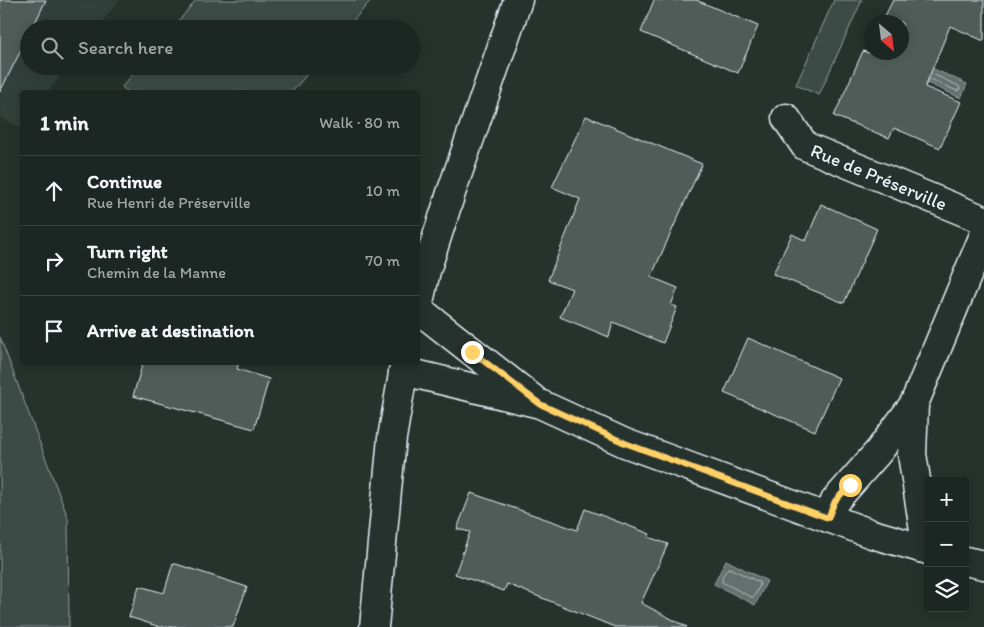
<!DOCTYPE html>
<meta charset="utf-8">
<style>
:root{--surface:#1c2622;--page:#252e2a;--text:#f1f3f6;--muted:#a0a5a5;--line:#3a4340}
body{margin:0;font-family:Itim,sans-serif;background:var(--page);color:var(--text)}
.controls{position:absolute;right:15px;bottom:15px;display:grid;overflow:hidden;border-radius:5px;box-shadow:0 2px 12px #0003}
.controls button{width:45px;height:45px;display:grid;place-items:center;padding:0;border:0;border-bottom:1px solid var(--line);background:var(--surface);color:var(--text);font:25px sans-serif}
.compass{position:absolute;left:864px;top:15px;width:45px;height:45px;border-radius:50%;background:var(--surface);box-shadow:0 2px 12px #0003;rotate:152deg}
.stop{position:absolute;width:15px;height:15px;margin:-11px;border:4px solid #ffd166;border-radius:50%;background:#fff}
.stop.end{background:#ffd166;border-color:#fff;box-shadow:0 1px 5px #0008}
.list{margin:0;padding:0;list-style:none}
h2{display:flex;justify-content:space-between;align-items:center;height:65px;margin:0;padding:0 20px;font-size:21px}
h2 small{font-size:16px;font-weight:400;color:var(--muted)}
.list li{display:grid;grid-template-columns:32px 1fr auto;gap:15px;align-items:center;box-sizing:border-box;height:70px;padding:0 20px;border-top:1px solid var(--line)}
.list b{display:block;font-size:19px;white-space:nowrap}
.list p{margin:0;font-size:16px;white-space:nowrap;color:var(--muted)}
.list em{font-size:16px;font-style:normal;color:var(--muted)}
.icon{flex:none;width:28px;height:28px;fill:none;stroke:currentColor;stroke-width:2;stroke-linecap:round;stroke-linejoin:round}
.map{position:relative;flex:none;width:984px;height:627px;overflow:hidden}
.search{position:absolute;background:var(--surface);box-shadow:0 2px 12px #0003;left:20px;top:20px;width:400px;height:55px;display:flex;align-items:center;gap:12px;box-sizing:border-box;padding:0 18px;border-radius:28px;color:var(--muted);font-size:19px}
.panel{position:absolute;background:var(--surface);box-shadow:0 2px 12px #0003;left:20px;top:90px;width:400px;height:275px;border-radius:5px}
.map>svg:first-child{display:block}
.built{fill:#333f3a}
.green{fill:#3e4b47;stroke:#939ea0}
.water{fill:#636f6d;stroke:#98a3a5}
.lines{fill:none;stroke-linecap:round;stroke-linejoin:round}
.shore{stroke:#b3bdc0;stroke-width:1}
.building{fill:#505c59;stroke:#e8f1f8}
.minor-casing{stroke:#e8f1f8;stroke-width:31}
.tertiary-casing{stroke:#e8f1f8;stroke-width:31}
.minor{stroke:#26332d;stroke-width:28}
.tertiary{stroke:#26332d;stroke-width:28}
.route{stroke:#ffd166;stroke-width:6}
.labels{text-anchor:middle;stroke-width:4;stroke-linejoin:round;paint-order:stroke}
.street-label{font-size:19px;fill:#e8f1f8;stroke:#26332d}
</style>
<div class="map">
<svg width="984" height="627" viewBox="0 0 984 627">
<rect width="100%" height="100%" fill="#26332d"/>
<filter id="ink" filterUnits="userSpaceOnUse"><feTurbulence type="fractalNoise" baseFrequency=".02" numOctaves="2"/><feDisplacementMap in="SourceGraphic" scale="10" xChannelSelector="R" yChannelSelector="G"/><feConvolveMatrix kernelMatrix="1 2 1 2 8 2 1 2 1" color-interpolation-filters="sRGB"/></filter>
<g filter="url(#ink)">
<polygon class="built" points="0,0 119,0 97,29 29,29 29,66 68,66 48,92 22,92 22,125 21,127 0,118"/>
<g class="green">
<polygon points="196,0 371,0 346,29 172,29"/>
<polygon points="834,0 862,0 819,95 796,85"/>
<polygon points="140,66 314,66 292,92 128,92 122,87"/>
<polygon points="0,337 68,518 69,627 0,627"/>
</g>
<g class="water">
<polygon points="927,66 967,84 961,98 920,80"/>
<polygon points="726,560 767,581 755,605 714,584"/>
</g>
<g class="lines">
<g class="shore">
<polyline points="930,79 957,91 960,89 959,86 932,74"/>
<path d="M 729,568 L 759,582 L 760,585 L 754,597 L 751,597 L 722,582 C 721,578 725,570 729,568 Z"/>
</g>
</g>
<g class="building">
<polygon points="0,0 46,0 32,29 29,29 29,34 0,92"/>
<polygon points="654,0 696,0 758,26 738,73 641,32"/>
<polygon points="893,0 984,0 984,41 950,26 925,87 961,102 940,148 894,128 889,138 834,116 863,51 869,53 872,47 872,52 902,52 902,22 882,22"/>
<polygon points="586,116 702,164 651,277 678,288 671,305 677,307 663,343 613,322 609,337 560,317 572,289 548,280 580,199 552,187"/>
<polygon points="821,204 877,229 844,303 773,274 792,234 806,241"/>
<polygon points="748,338 839,378 815,431 724,393"/>
<polygon points="143,362 239,362 237,369 269,379 254,429 133,396"/>
<polygon points="471,493 577,530 585,509 650,534 648,537 668,544 641,603 687,627 615,627 507,584 504,591 455,574 470,532 457,529"/>
<polygon points="173,563 247,587 233,627 160,627 129,617 139,586 164,593"/>
</g>
<g class="lines">
<defs>
<g id="minor">
<path id="s1" d="M 786,118 L 805,146 L 984,220"/>
<polyline points="418,309 533,399"/>
<polyline points="403,371 540,404 625,443 872,534 928,550"/>
<polyline points="914,404 912,454 924,530 920,548"/>
<polyline points="828,518 835,501 879,451 914,404 984,235"/>
<polyline points="965,561 984,565"/>
</g>
<g id="tertiary">
<polyline points="418,307 426,271 451,193 518,0"/>
<polyline points="374,627 392,438 405,362"/>
</g>
</defs>
<use href="#minor" class="minor-casing"/>
<use href="#tertiary" class="tertiary-casing"/>
<use href="#minor" class="minor"/>
<use href="#tertiary" class="tertiary"/>
</g>
</g>
<g class="lines" filter="url(#ink)">
<polyline class="route" points="472,352 540,404 625,443 828,518 835,501 850,485"/>
</g>
<g class="labels">
<g class="street-label">
<text dy="7" stroke="none"><textPath href="#s1" startOffset="114">Rue de Préserville</textPath></text>
</g>
</g>
</svg>
<div class="controls">
<button>+</button>
<button>−</button>
<button><svg class="icon" aria-label="layers" viewBox="0 0 24 24"><path d="M12 4l9 5-9 5-9-5zM3 14l9 5 9-5"/></svg></button>
</div>
<svg class="compass" viewBox="-18 -18 36 36"><path d="M0-13l5 13h-10z" fill="#e53935"/><path d="M0 13l5-13h-10z" fill="#a0a5a5"/></svg>
<div class="stop" style="left:850px;top:485px"></div>
<div class="stop end" style="left:472px;top:352px"></div>
<div class="search"><svg class="icon" aria-label="search" viewBox="0 0 24 24"><circle cx="10" cy="10" r="6"/><path d="M15 15l6 6"/></svg>Search here</div>
<section class="panel">
<h2>1 min<small>Walk · 80 m</small></h2>
<ul class="list">
<li><svg class="icon" aria-label="ahead" viewBox="0 0 24 24"><path d="M12 20V5M6 11l6-6 6 6"/></svg><div><b>Continue</b><p>Rue Henri de Préserville</p></div><em>10 m</em></li>
<li><svg class="icon" aria-label="right" viewBox="0 0 24 24"><path d="M7 20v-9h11M14 6l5 5-5 5"/></svg><div><b>Turn right</b><p>Chemin de la Manne</p></div><em>70 m</em></li>
<li><svg class="icon" aria-label="arrive" viewBox="0 0 24 24"><path d="M6 21V4h12l-3 4 3 4H6"/></svg><div><b>Arrive at destination</b></div></li>
</ul>
</section>
</div>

- **Aim of the task**
Look through the listing above and give the number of lines containing the string "white", with nothing else.

- **Written solution**
2